### Task:
In the records below, find the lines that include "setLineDash" and copy each.

[[ Material for the task open ]]

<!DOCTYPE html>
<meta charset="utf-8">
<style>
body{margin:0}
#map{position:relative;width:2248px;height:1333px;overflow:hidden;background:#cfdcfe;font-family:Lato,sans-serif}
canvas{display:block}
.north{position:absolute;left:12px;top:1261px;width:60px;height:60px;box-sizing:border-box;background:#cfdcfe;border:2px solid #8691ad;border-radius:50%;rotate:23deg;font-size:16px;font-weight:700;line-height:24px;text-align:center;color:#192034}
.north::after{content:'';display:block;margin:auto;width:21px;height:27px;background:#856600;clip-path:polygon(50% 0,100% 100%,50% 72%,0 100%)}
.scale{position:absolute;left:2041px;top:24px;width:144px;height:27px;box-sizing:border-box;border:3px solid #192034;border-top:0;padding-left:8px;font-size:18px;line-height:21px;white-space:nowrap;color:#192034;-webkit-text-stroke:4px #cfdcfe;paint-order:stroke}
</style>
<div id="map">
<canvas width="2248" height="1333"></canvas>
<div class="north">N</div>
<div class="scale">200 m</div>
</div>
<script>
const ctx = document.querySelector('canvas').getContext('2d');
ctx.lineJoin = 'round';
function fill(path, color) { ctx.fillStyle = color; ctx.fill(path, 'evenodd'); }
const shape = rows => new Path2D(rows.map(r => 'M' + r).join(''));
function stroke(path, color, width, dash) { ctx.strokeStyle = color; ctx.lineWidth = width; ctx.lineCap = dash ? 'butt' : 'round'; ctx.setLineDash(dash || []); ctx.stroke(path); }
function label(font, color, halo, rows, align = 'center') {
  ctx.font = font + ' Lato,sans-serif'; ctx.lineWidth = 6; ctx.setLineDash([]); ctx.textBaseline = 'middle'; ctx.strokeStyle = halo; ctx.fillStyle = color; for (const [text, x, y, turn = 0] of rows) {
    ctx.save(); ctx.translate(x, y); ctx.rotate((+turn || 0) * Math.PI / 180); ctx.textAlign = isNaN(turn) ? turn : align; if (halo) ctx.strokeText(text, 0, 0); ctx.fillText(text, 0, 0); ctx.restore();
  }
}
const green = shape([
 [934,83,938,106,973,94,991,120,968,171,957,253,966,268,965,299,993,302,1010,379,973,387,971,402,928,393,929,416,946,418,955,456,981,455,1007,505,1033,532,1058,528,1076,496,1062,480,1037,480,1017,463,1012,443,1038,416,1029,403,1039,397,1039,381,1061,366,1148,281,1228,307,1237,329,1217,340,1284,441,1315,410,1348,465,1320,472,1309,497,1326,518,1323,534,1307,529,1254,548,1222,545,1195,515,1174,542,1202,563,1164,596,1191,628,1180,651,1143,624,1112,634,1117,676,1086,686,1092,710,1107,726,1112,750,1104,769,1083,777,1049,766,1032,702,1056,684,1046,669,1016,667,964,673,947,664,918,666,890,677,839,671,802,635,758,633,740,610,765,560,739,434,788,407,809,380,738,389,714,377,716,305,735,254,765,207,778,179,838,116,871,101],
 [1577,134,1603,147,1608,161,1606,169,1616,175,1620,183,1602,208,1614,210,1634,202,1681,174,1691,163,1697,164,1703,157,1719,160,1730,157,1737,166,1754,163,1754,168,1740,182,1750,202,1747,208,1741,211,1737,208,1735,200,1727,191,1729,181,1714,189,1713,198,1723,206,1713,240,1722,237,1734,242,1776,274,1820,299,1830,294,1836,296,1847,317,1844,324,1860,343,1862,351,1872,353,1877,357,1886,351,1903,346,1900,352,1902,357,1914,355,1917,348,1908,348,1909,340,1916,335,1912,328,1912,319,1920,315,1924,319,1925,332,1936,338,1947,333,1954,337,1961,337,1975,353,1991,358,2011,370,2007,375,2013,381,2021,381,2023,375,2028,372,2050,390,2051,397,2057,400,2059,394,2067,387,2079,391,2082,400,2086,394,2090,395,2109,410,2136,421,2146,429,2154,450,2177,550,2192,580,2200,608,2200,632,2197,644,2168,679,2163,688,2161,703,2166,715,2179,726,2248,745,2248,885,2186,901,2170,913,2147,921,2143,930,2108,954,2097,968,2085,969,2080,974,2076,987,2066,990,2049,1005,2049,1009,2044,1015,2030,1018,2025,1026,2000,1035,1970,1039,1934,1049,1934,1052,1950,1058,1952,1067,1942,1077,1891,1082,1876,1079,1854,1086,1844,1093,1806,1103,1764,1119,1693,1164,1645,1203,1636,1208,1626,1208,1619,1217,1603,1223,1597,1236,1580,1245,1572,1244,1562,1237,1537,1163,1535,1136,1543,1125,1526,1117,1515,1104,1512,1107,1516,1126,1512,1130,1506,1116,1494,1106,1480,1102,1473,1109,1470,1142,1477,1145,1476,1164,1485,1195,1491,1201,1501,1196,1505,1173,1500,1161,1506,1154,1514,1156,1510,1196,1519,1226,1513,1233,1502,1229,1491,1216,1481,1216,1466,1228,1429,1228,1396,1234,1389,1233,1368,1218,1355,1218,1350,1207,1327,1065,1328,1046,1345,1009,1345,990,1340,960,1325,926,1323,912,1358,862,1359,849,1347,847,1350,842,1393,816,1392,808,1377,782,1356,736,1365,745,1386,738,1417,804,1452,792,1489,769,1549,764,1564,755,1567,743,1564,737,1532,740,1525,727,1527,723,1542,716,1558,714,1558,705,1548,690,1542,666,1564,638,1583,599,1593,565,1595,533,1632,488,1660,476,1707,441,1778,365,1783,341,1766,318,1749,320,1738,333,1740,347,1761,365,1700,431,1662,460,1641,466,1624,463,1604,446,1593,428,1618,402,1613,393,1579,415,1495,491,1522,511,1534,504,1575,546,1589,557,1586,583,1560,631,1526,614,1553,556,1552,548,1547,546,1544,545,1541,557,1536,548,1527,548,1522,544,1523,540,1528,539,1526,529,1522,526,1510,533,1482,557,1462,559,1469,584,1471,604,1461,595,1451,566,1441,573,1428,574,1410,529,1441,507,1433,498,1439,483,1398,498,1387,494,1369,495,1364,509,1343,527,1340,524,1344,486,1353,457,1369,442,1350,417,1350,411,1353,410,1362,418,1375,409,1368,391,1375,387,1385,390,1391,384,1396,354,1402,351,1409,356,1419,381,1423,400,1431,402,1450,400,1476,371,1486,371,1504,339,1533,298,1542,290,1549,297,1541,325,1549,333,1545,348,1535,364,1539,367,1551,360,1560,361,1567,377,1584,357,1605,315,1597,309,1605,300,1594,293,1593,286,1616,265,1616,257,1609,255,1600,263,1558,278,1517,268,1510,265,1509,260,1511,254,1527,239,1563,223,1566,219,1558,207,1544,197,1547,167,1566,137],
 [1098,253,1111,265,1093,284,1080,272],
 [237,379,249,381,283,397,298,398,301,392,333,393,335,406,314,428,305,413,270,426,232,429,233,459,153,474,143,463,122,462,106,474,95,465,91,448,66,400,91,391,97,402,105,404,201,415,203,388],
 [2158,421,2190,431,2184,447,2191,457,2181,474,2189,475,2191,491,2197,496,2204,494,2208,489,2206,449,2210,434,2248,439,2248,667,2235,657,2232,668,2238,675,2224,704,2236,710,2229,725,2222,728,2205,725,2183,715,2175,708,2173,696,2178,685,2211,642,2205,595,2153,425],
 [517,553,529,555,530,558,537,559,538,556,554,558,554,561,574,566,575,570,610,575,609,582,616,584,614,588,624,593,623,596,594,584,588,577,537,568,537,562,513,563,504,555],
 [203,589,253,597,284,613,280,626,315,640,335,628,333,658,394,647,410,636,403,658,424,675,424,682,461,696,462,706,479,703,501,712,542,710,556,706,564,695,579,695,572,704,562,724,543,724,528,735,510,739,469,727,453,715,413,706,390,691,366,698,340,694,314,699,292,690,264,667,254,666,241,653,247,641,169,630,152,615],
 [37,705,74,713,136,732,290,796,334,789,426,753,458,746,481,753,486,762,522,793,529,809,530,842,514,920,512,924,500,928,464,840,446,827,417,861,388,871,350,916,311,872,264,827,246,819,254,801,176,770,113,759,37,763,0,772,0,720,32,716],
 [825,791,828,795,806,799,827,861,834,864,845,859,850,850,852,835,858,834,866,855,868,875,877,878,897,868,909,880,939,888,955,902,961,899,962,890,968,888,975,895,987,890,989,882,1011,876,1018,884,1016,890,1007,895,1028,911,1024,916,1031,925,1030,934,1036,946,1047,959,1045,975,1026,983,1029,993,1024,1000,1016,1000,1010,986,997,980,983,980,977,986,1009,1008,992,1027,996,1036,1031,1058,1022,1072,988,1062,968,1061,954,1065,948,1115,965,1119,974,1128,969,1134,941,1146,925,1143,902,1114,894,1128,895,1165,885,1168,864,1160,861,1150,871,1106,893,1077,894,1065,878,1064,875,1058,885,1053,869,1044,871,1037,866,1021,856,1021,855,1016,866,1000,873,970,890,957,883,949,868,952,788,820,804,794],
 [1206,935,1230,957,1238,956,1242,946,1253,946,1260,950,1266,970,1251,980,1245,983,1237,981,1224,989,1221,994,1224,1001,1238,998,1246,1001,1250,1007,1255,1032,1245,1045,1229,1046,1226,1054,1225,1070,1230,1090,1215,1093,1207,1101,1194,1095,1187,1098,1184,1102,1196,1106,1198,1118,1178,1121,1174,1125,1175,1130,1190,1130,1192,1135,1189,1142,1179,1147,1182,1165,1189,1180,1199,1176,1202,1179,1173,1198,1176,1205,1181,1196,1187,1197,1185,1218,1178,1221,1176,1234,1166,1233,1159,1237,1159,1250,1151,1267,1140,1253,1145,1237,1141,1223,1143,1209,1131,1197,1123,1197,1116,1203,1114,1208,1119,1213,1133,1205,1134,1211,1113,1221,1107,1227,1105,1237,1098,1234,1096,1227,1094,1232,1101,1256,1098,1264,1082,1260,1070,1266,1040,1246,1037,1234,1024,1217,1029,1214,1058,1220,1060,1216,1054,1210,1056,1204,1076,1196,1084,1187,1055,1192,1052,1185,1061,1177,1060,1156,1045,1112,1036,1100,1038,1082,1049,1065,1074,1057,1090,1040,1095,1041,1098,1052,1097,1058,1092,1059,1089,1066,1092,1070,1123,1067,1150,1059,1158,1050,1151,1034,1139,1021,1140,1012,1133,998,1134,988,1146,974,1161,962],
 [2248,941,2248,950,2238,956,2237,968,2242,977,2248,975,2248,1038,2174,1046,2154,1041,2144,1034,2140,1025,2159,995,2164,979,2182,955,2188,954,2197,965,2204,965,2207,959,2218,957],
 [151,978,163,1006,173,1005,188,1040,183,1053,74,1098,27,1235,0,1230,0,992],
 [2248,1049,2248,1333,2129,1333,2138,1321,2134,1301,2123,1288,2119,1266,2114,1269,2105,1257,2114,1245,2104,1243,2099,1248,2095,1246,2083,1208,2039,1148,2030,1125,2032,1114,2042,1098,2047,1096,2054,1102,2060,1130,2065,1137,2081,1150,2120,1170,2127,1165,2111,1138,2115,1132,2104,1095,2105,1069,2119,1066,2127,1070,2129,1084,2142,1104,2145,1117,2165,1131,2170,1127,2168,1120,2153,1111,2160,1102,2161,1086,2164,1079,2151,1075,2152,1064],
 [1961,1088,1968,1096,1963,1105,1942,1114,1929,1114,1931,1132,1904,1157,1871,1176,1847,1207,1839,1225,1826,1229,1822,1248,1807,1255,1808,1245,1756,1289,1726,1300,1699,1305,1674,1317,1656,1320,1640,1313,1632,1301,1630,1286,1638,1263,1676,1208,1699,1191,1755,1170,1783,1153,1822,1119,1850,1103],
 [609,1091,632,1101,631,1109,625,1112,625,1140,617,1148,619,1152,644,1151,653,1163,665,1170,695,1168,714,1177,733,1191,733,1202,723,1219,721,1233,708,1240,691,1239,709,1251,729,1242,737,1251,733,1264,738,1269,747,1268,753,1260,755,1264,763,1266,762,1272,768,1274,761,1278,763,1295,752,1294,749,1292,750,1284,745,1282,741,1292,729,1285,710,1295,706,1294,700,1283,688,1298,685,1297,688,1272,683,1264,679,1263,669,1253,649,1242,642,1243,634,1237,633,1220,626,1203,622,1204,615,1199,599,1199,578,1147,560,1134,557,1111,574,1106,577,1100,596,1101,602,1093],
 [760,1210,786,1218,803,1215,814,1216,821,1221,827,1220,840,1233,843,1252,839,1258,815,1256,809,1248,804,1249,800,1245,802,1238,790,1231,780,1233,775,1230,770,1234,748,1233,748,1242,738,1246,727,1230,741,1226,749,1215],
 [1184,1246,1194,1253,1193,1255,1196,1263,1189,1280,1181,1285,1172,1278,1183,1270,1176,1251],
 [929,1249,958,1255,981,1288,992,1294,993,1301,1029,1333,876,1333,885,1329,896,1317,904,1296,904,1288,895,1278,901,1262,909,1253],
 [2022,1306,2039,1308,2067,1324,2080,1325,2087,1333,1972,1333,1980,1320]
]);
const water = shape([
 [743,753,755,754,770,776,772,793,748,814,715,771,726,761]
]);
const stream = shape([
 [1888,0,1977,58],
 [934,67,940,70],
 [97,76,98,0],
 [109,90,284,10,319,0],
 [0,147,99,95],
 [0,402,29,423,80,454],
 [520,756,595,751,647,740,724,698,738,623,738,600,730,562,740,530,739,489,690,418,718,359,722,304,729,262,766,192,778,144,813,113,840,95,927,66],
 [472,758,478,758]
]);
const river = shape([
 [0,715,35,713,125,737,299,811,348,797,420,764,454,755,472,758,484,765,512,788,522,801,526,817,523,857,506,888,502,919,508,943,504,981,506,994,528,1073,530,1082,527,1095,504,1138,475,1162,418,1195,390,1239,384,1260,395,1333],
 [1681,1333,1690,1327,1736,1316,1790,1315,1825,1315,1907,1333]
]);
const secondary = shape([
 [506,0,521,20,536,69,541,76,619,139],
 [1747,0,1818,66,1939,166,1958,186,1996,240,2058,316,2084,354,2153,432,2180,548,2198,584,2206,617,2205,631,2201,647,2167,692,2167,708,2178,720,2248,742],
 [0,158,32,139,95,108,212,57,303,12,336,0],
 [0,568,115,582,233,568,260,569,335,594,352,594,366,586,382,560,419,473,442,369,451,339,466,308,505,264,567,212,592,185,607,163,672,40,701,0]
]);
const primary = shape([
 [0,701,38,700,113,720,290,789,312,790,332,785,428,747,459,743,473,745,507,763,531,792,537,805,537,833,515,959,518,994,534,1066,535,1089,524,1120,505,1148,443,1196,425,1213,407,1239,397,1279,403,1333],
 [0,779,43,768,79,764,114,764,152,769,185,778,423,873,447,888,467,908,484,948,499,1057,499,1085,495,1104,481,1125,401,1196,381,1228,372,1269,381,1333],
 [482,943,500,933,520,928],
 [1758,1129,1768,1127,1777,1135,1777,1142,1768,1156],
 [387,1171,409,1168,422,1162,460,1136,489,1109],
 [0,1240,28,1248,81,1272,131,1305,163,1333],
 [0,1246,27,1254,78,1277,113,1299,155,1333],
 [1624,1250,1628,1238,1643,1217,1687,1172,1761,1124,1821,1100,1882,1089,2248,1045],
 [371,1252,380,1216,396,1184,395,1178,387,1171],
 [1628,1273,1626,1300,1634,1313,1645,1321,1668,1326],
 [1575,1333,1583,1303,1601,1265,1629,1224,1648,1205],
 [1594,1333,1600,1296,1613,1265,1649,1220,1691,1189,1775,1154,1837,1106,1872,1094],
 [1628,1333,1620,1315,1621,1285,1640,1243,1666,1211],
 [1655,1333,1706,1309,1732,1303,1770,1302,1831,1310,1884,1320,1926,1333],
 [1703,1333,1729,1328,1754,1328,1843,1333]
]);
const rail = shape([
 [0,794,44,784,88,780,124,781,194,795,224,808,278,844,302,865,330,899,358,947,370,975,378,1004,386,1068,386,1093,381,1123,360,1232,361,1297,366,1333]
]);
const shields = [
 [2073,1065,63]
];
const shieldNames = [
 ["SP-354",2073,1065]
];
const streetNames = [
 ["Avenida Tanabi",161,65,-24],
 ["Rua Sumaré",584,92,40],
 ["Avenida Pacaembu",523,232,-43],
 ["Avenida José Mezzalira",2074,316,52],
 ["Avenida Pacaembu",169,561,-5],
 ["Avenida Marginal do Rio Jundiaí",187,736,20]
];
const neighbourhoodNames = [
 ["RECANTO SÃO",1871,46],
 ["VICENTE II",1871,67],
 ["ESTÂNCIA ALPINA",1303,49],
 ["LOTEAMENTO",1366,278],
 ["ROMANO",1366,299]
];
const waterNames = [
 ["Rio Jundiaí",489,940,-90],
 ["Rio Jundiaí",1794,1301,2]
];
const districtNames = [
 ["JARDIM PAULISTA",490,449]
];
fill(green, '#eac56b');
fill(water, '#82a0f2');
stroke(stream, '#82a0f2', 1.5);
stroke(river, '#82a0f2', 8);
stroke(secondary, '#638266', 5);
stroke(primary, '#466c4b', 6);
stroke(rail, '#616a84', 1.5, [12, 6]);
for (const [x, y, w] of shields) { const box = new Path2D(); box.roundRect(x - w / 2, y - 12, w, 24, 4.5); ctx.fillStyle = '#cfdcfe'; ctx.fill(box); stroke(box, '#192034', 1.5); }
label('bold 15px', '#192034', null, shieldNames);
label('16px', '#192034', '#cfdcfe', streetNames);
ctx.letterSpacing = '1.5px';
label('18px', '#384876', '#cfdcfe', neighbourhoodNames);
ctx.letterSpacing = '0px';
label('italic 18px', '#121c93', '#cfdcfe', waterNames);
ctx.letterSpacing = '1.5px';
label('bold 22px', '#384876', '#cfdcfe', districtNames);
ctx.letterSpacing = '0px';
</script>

[[ Material for the task closed ]]

### Output of the exercise:
function stroke(path, color, width, dash) { ctx.strokeStyle = color; ctx.lineWidth = width; ctx.lineCap = dash ? 'butt' : 'round'; ctx.setLineDash(dash || []); ctx.stroke(path); }
  ctx.font = font + ' Lato,sans-serif'; ctx.lineWidth = 6; ctx.setLineDash([]); ctx.textBaseline = 'middle'; ctx.strokeStyle = halo; ctx.fillStyle = color; for (const [text, x, y, turn = 0] of rows) {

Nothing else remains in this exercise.